Please do not misunderstand. No matter what the circumstances that brought us to becoming Gerim, excepting, perhaps, those who grew up as Jews and for whom conversion is a legal formality (but not excepting those who define themselves as, “I’ve always felt Jewish”), no matter how cataclysmic or how lacking thereof was our Gerut - our conversion, no one wakes up the next morning a Jew – other than in the halachic [the religiously legal] reality of being a Jew. Whether we admit it or don’t, our identity as a Jew is encompassed in the reality that ‘we weren’t always so’. We are a Jew, but ‘whoever we were’ is still accompanying us.

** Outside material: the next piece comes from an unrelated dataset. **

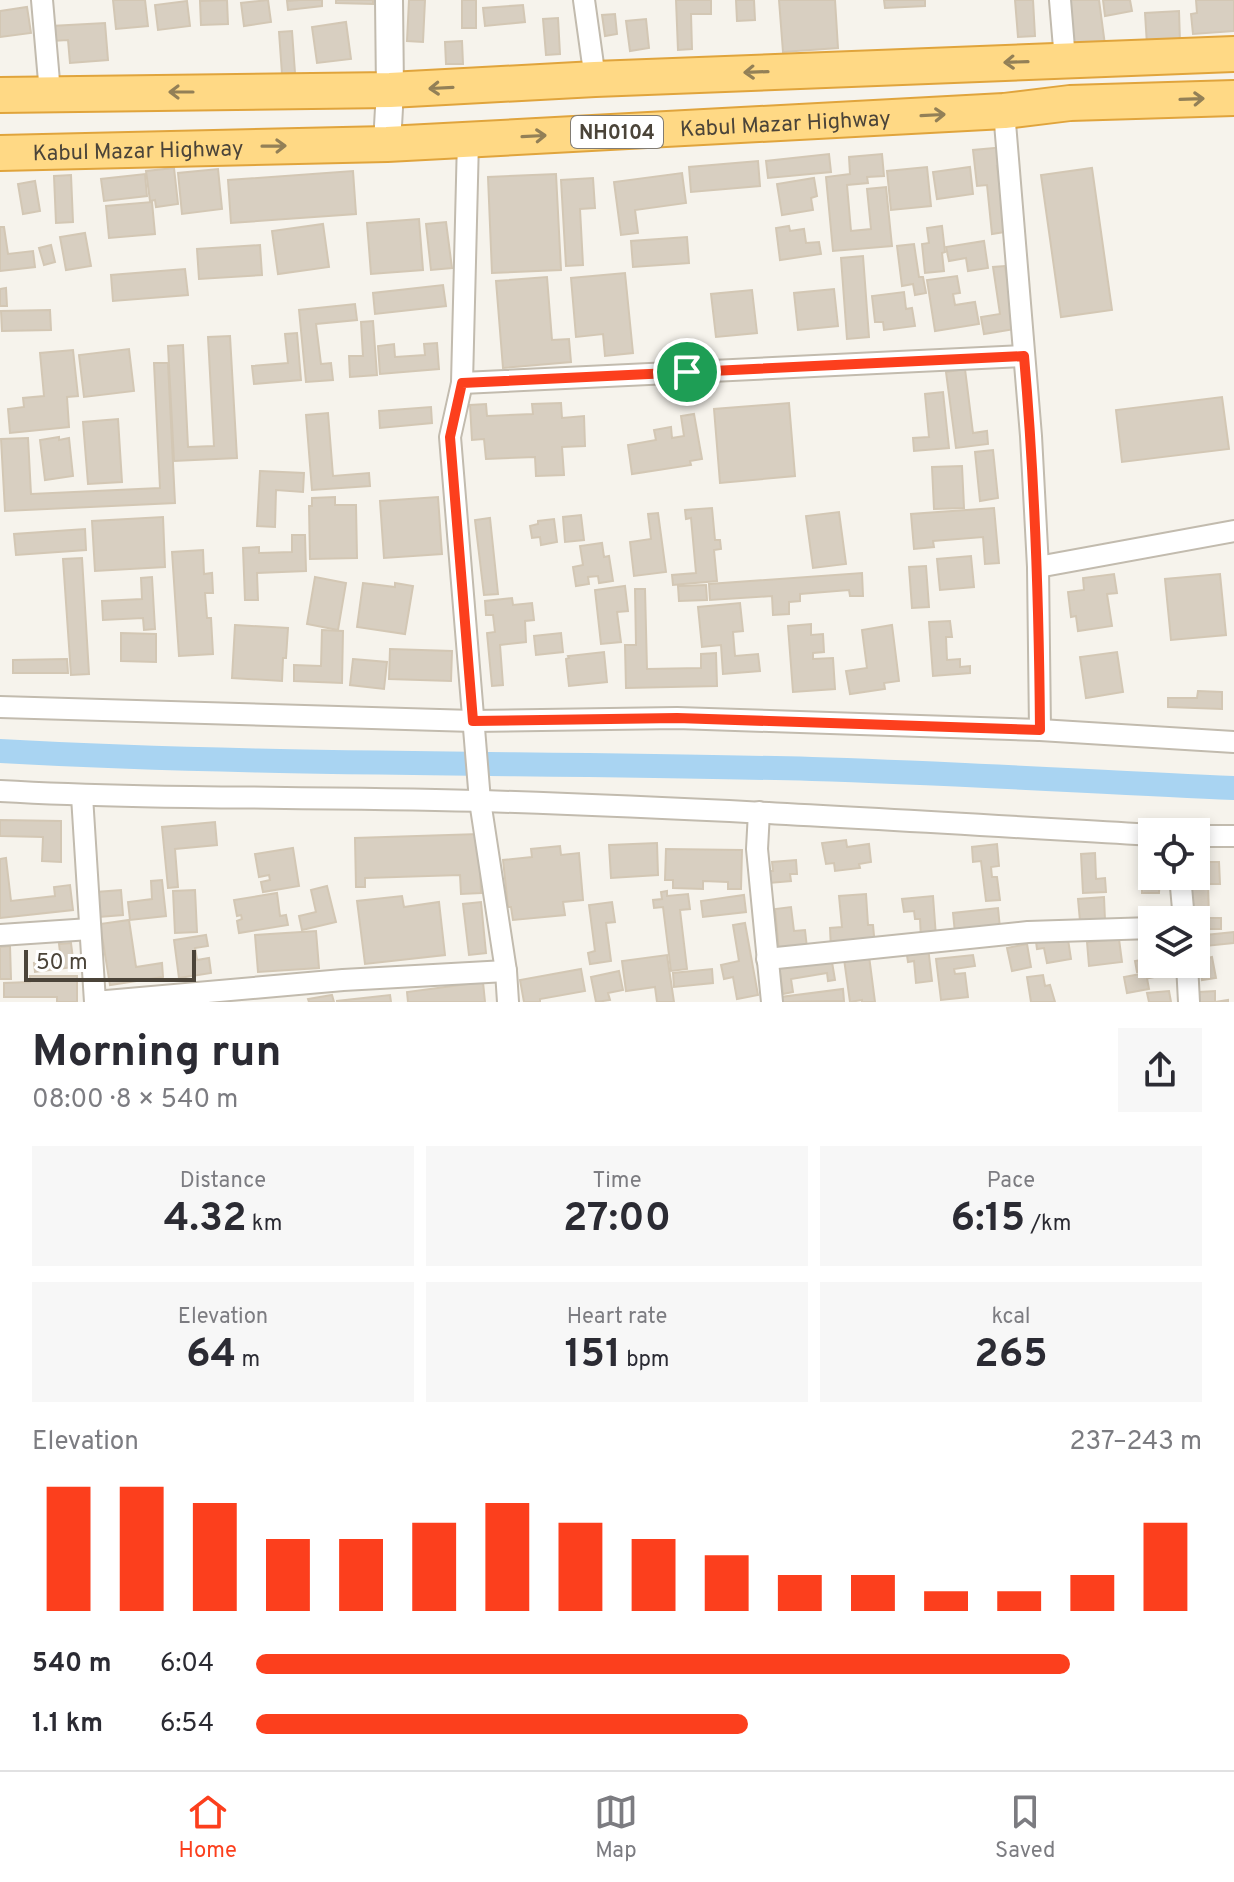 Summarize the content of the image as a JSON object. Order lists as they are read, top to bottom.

At different times and in different ways I have been asked by those who know I write to and for Gerim, “why do you bother with Gerim who are Reform, Conservative, etc.?”…the questioner’s meaning being “they’re not Jews.” I suppose I could reply, “You have to know, my conversion credentials are impeccable, nevertheless there are Jews who don’t accept me. Not only that, but there are Jews who accept my credentials yet they don’t accept me!?” Mostly, though, with these people there is nothing to discuss, and neither is there any reason to attempt to do so. Does anyone really think that they could begin to comprehend that when I'm looking at Gerim I’m unconcerned at ‘where in the greater galaxy of Jews hey have installed themselves’?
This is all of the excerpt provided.